■ **Exercise prompt**: Report each line of the entries below that includes "from".

Collected data:
★ ★ ★ ★ ★ ★ ★
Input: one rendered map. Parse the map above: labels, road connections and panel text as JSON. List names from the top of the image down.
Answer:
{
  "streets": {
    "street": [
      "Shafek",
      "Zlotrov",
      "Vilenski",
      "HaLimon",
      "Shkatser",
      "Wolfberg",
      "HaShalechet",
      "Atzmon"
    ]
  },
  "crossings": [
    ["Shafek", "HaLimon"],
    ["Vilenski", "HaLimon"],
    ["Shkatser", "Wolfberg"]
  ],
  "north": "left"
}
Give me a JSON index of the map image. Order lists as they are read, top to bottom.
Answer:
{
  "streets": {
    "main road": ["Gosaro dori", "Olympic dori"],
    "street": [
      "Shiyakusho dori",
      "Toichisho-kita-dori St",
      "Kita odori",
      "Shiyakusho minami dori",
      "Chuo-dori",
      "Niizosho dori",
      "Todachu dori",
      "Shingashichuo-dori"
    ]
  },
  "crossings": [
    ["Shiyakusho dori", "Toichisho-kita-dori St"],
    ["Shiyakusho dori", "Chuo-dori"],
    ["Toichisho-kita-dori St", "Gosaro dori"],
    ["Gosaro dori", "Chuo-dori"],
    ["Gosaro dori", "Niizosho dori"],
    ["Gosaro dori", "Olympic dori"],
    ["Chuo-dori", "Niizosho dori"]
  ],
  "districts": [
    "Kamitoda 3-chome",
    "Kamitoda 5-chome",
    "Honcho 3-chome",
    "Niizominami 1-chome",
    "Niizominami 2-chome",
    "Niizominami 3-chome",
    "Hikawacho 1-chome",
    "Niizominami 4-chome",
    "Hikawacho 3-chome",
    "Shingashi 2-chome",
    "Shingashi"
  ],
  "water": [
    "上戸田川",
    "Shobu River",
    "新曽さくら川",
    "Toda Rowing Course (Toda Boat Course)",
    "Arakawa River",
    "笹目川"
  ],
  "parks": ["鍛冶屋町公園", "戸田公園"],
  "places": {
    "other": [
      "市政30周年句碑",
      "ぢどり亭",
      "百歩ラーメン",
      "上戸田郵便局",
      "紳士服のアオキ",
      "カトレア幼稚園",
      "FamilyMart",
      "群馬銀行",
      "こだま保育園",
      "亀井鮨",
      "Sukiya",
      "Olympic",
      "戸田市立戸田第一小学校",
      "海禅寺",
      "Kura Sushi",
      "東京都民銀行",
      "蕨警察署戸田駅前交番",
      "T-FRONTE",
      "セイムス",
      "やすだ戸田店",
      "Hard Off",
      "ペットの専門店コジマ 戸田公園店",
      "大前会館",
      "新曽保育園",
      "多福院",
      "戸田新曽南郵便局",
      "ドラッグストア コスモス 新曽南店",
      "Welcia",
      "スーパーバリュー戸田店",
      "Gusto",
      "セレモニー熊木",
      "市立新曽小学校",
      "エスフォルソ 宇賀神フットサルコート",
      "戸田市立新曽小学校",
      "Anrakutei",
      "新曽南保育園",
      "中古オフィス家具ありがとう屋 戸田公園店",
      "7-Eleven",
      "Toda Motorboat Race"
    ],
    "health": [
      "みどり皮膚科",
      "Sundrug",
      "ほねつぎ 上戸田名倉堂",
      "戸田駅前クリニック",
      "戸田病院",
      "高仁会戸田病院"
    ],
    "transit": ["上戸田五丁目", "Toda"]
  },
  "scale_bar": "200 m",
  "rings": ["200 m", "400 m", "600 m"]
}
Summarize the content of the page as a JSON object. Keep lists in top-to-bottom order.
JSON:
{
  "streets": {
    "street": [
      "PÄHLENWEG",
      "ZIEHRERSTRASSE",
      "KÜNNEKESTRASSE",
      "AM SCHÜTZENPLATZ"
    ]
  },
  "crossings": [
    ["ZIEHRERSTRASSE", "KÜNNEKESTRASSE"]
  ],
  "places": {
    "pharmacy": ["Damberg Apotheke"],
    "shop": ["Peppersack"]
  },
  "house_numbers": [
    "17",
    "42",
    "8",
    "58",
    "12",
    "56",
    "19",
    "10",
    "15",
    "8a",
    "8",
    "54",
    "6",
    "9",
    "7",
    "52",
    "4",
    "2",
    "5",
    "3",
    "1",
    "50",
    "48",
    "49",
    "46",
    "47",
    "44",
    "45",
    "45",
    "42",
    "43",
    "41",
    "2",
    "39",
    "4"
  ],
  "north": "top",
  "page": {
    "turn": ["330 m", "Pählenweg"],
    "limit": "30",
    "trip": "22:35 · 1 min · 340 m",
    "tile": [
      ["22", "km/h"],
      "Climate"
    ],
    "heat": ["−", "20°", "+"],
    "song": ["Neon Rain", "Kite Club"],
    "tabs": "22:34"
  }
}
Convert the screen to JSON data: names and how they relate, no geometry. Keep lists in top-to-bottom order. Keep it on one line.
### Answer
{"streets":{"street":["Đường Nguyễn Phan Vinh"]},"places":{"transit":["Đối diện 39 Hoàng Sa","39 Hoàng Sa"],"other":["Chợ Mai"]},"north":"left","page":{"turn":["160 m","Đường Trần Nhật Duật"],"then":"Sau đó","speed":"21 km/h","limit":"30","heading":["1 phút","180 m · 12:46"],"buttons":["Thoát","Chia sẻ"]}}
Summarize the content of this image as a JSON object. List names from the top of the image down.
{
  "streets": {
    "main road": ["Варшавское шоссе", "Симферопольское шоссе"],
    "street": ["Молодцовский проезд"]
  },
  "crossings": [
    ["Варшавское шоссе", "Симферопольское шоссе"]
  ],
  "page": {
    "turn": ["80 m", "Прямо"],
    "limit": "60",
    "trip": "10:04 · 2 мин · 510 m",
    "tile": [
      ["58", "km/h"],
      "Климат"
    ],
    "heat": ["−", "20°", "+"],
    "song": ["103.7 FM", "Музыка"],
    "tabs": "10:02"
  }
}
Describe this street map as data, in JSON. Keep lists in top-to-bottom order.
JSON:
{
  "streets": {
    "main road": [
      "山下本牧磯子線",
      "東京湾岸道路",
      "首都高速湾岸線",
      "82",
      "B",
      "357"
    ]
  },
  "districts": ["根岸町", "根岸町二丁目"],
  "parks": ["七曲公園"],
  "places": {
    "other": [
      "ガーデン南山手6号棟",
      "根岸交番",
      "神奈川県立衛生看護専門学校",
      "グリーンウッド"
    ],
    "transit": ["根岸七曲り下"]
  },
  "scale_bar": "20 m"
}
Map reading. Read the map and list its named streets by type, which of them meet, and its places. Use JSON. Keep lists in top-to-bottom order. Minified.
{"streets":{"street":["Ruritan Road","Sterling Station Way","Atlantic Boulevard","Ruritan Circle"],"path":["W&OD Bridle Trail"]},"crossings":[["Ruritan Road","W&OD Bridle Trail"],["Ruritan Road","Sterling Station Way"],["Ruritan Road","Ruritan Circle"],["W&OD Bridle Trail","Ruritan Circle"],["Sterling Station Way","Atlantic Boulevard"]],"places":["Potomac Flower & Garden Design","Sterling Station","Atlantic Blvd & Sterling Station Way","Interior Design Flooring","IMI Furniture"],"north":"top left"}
★ ★ ★ ★ ★ ★ ★
■ **Response to this exercise**:
Input: one rendered map. Parse the map above: labels, road connections and panel text as JSON. List names from the top of the image down.
Summarize the content of this image as a JSON object. List names from the top of the image down.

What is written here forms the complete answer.